L’unité robotique ROZZUM 7134, alias “Roz”, a fait naufrage sur une île déserte. Elle va devoir apprendre à s’adapter à cet environnement hostile, en nouant petit à petit des relations avec les animaux de l’île…

Légers spoilers.
 

Devant les toutes premières images réalisées par IA, on était encore aisément dupés. Tout paraissait à sa place, mais un je ne sais-quoi mettait mal à l’aise. Puis en regardant mieux, on les voyait : ces mains à 7 doigts, ces figurants fusionnant à l’arrière-plan, la bouillie d’un décor mélangeant tout et n’importe quoi… Se révélait alors, à nos yeux pas encore habitués à la chose, une manière de concevoir la création qui ne partait pas de la source (avoir quelque chose à dire, puis en déduire des formes), mais qui en imitait seulement les traits de surface à l’aveugle, bégayant l’apparence avec assez de probabilité pour “sonner” comme le réel, quand bien même la machine ne comprenait rien à ce qu’elle montrait.

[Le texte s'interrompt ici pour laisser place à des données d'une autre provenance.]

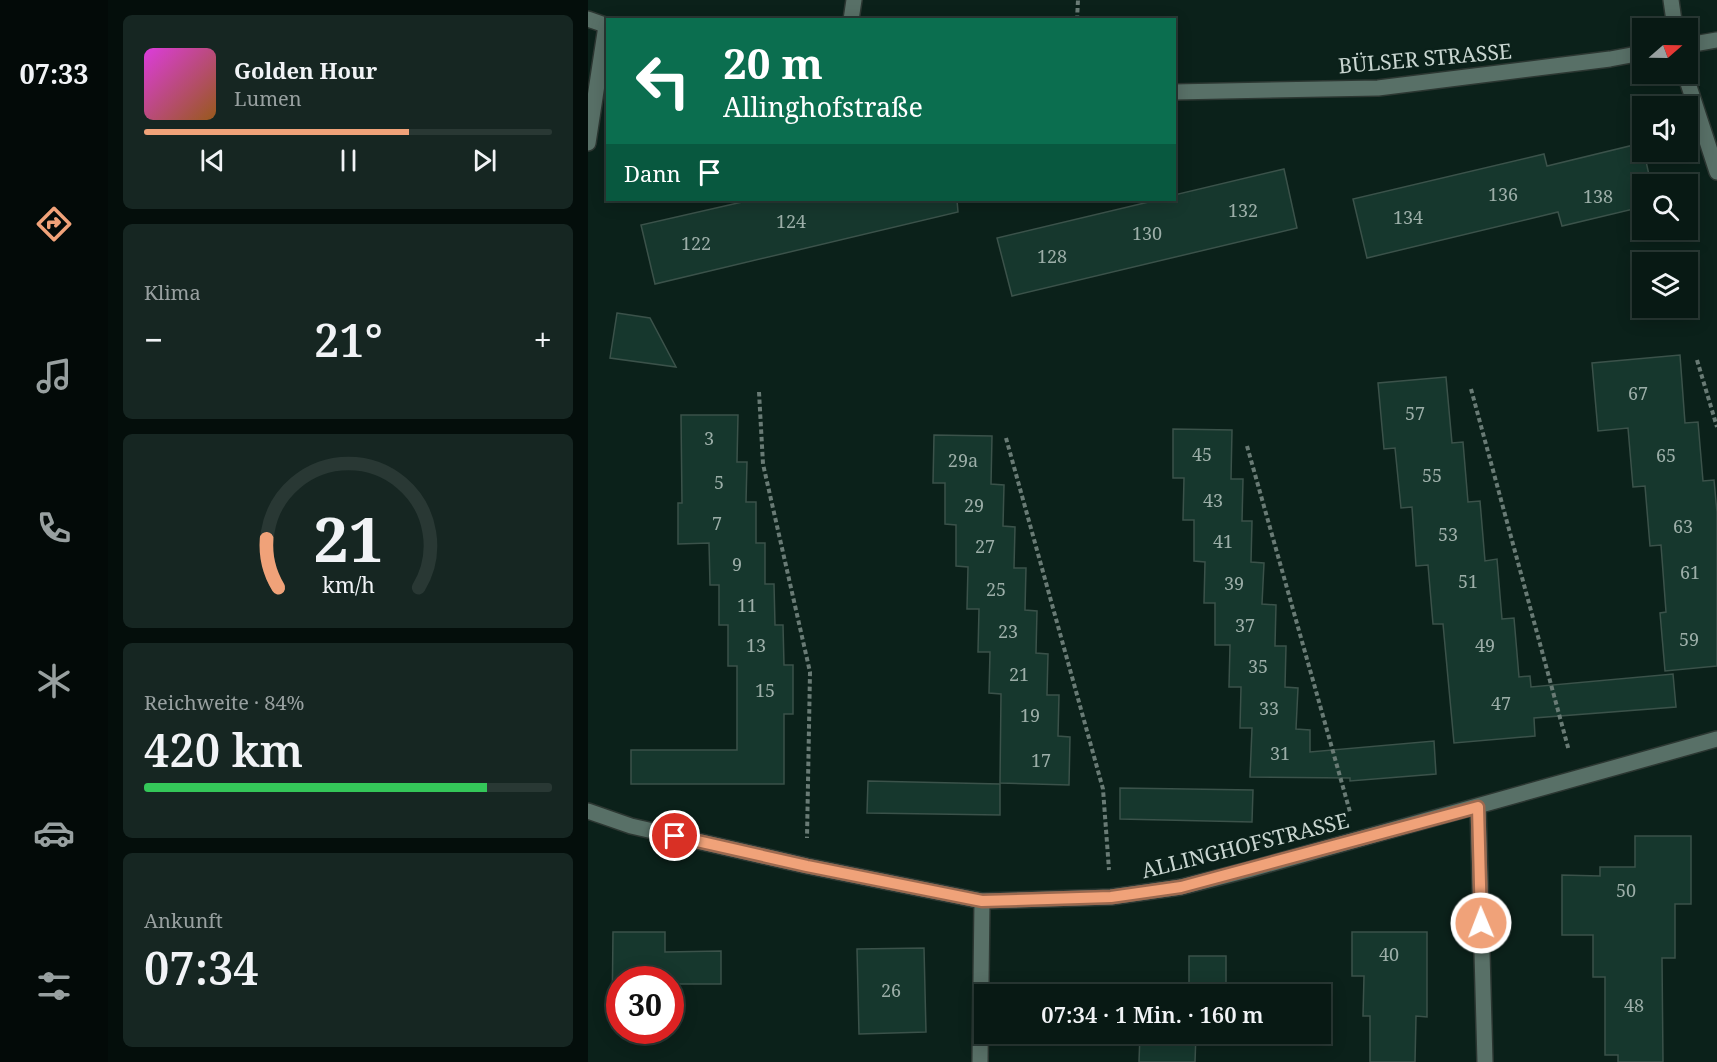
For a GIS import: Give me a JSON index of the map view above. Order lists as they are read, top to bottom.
{
  "streets": {
    "street": ["BÜLSER STRASSE", "ALLINGHOFSTRASSE"]
  },
  "house_numbers": [
    "136",
    "138",
    "132",
    "134",
    "124",
    "130",
    "122",
    "128",
    "67",
    "57",
    "3",
    "45",
    "65",
    "29a",
    "55",
    "5",
    "43",
    "29",
    "7",
    "63",
    "53",
    "41",
    "27",
    "9",
    "61",
    "51",
    "39",
    "25",
    "11",
    "37",
    "23",
    "59",
    "13",
    "49",
    "35",
    "21",
    "15",
    "47",
    "33",
    "19",
    "31",
    "17",
    "50",
    "40",
    "26",
    "48"
  ],
  "north": "right",
  "page": {
    "tabs": "07:33",
    "turn": ["20 m", "Allinghofstraße"],
    "song": ["Golden Hour", "Lumen"],
    "then": "Dann",
    "tile": [
      "Klima",
      ["Reichweite · 84%", "420 km"],
      ["Ankunft", "07:34"]
    ],
    "heat": ["−", "21°", "+"],
    "limit": "30",
    "trip": "07:34 · 1 Min. · 160 m",
    "gauge": ["21", "km/h"]
  }
}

Et bien c’est un peu le sentiment que donne ce Robot sauvage : la normalisation terminale du cinéma d’animation 3D familial ne s’y exprime plus seulement par un académisme de la mise en œuvre – scénario programmatique, personnages convenus (énième figure d’ado geek socialement inadapté), arcs scénaristiques poliment dépliés, sidekicks cyniques, enjeux surverbalisés et surexplicités… Cela passe aussi désormais, et presque davantage, par une imitation “par la surface” de ce que le public vient chercher devant ces films. Des groupes de personnages se tombent dans les bras sans qu’on sache trop comment, une scène de dialogue se métamorphose en course-poursuite sans raison véritable, la musique décrète soudain un lyrisme Powellien sur des passages à peine préparés ou mérités… « Vous êtes la seule oie qui a été polie avec nous » dit-on à un personnage qu’on n’a jamais vu. « Je sais que vous me détestez tous » dit le renard qu’on n’a pas vu spécialement haï… Qu’importe, ça cadre avec ce qu’on attend du récit d’un tel film, le studio produisant des moments et des formes s’approchant d’un air assez connu pour qu’on ne se pose pas de questions.

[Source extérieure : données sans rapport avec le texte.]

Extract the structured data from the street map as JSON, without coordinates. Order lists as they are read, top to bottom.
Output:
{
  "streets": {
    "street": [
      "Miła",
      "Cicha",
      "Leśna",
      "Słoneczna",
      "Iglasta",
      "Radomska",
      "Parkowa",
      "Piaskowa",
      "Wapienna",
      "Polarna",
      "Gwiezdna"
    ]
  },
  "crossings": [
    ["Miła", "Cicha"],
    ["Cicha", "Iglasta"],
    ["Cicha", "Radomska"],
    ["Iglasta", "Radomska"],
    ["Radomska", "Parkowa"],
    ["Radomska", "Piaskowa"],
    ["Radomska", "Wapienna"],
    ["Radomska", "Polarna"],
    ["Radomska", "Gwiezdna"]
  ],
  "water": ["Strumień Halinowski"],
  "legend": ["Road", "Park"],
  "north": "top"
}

Alors certes, le cœur émotionnel du cinéma de Sanders, dont on reconnaît ici bien la patte (monstres et altérité du comportement, inadaptés qui s’apprivoisent, affects à nu) donne au film un brin de personnalité. Mais cette émotion semble ici moins tenir à un souci des personnages qu’à une envie de retrouver directement les émotions éculées qui y sont associés (humanisation des insensibles, combat collectif contre les injustices, utopie Disneyenne d’animaux-peluches blottis tous ensemble) sans trop se soucier de savoir comment y arriver. Tout droit au résultat. En ressort le sentiment d’un film zombie, comme réalisé par un algorithme, qui en évitant sciemment les versants cruels de son sujet (l’utopie, forcément passagère, d’animaux qui se mangent tous) échoue à parler sérieusement aux enfants, pour ne faire que remplir son rôle de doudou pour adultes.

The Wild Robot en VO.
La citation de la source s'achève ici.